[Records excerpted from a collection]

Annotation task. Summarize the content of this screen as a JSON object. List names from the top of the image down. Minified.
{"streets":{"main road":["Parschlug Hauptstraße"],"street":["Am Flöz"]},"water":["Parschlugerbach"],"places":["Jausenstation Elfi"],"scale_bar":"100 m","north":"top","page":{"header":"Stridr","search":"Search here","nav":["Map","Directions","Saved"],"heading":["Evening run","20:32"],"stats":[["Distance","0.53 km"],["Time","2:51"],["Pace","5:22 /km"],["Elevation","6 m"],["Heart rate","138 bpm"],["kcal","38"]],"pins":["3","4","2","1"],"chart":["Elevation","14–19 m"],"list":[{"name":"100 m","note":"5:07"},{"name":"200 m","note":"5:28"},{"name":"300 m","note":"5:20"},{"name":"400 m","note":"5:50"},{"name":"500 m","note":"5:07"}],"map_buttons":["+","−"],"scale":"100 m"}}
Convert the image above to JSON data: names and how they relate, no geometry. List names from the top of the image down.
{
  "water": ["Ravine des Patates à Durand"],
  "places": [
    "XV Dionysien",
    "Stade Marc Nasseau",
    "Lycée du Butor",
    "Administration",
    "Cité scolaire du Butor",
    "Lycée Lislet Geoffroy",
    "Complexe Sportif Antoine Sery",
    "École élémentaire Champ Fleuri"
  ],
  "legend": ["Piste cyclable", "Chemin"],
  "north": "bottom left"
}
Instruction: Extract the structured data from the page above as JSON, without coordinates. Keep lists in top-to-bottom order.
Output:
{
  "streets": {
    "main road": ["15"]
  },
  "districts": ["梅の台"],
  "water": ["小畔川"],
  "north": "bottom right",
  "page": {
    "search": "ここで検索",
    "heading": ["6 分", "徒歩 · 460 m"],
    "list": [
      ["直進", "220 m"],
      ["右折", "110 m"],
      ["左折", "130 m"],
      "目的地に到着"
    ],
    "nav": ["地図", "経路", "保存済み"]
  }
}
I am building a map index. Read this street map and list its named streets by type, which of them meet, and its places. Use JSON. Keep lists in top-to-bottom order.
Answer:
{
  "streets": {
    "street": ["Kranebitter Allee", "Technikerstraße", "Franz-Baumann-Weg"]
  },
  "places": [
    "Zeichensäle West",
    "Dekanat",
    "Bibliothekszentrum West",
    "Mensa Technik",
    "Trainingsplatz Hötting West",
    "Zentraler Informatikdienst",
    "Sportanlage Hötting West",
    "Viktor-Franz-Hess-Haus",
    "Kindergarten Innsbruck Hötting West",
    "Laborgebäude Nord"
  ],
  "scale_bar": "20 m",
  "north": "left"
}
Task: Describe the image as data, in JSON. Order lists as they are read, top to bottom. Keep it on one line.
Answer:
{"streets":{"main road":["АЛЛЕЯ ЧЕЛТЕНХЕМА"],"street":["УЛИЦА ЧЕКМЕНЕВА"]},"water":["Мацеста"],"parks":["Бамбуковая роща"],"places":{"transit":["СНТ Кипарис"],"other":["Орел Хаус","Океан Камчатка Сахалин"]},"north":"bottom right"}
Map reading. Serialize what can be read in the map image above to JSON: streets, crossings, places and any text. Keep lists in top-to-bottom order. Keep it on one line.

- Task directions:
Repeat the entries exactly, all of them.

- Written response:
Annotation task. Summarize the content of this screen as a JSON object. List names from the top of the image down. Minified.
{"streets":{"main road":["Parschlug Hauptstraße"],"street":["Am Flöz"]},"water":["Parschlugerbach"],"places":["Jausenstation Elfi"],"scale_bar":"100 m","north":"top","page":{"header":"Stridr","search":"Search here","nav":["Map","Directions","Saved"],"heading":["Evening run","20:32"],"stats":[["Distance","0.53 km"],["Time","2:51"],["Pace","5:22 /km"],["Elevation","6 m"],["Heart rate","138 bpm"],["kcal","38"]],"pins":["3","4","2","1"],"chart":["Elevation","14–19 m"],"list":[{"name":"100 m","note":"5:07"},{"name":"200 m","note":"5:28"},{"name":"300 m","note":"5:20"},{"name":"400 m","note":"5:50"},{"name":"500 m","note":"5:07"}],"map_buttons":["+","−"],"scale":"100 m"}}
Convert the image above to JSON data: names and how they relate, no geometry. List names from the top of the image down.
{
  "water": ["Ravine des Patates à Durand"],
  "places": [
    "XV Dionysien",
    "Stade Marc Nasseau",
    "Lycée du Butor",
    "Administration",
    "Cité scolaire du Butor",
    "Lycée Lislet Geoffroy",
    "Complexe Sportif Antoine Sery",
    "École élémentaire Champ Fleuri"
  ],
  "legend": ["Piste cyclable", "Chemin"],
  "north": "bottom left"
}
Instruction: Extract the structured data from the page above as JSON, without coordinates. Keep lists in top-to-bottom order.
Output:
{
  "streets": {
    "main road": ["15"]
  },
  "districts": ["梅の台"],
  "water": ["小畔川"],
  "north": "bottom right",
  "page": {
    "search": "ここで検索",
    "heading": ["6 分", "徒歩 · 460 m"],
    "list": [
      ["直進", "220 m"],
      ["右折", "110 m"],
      ["左折", "130 m"],
      "目的地に到着"
    ],
    "nav": ["地図", "経路", "保存済み"]
  }
}
I am building a map index. Read this street map and list its named streets by type, which of them meet, and its places. Use JSON. Keep lists in top-to-bottom order.
Answer:
{
  "streets": {
    "street": ["Kranebitter Allee", "Technikerstraße", "Franz-Baumann-Weg"]
  },
  "places": [
    "Zeichensäle West",
    "Dekanat",
    "Bibliothekszentrum West",
    "Mensa Technik",
    "Trainingsplatz Hötting West",
    "Zentraler Informatikdienst",
    "Sportanlage Hötting West",
    "Viktor-Franz-Hess-Haus",
    "Kindergarten Innsbruck Hötting West",
    "Laborgebäude Nord"
  ],
  "scale_bar": "20 m",
  "north": "left"
}
Task: Describe the image as data, in JSON. Order lists as they are read, top to bottom. Keep it on one line.
Answer:
{"streets":{"main road":["АЛЛЕЯ ЧЕЛТЕНХЕМА"],"street":["УЛИЦА ЧЕКМЕНЕВА"]},"water":["Мацеста"],"parks":["Бамбуковая роща"],"places":{"transit":["СНТ Кипарис"],"other":["Орел Хаус","Океан Камчатка Сахалин"]},"north":"bottom right"}
Map reading. Serialize what can be read in the map image above to JSON: streets, crossings, places and any text. Keep lists in top-to-bottom order. Keep it on one line.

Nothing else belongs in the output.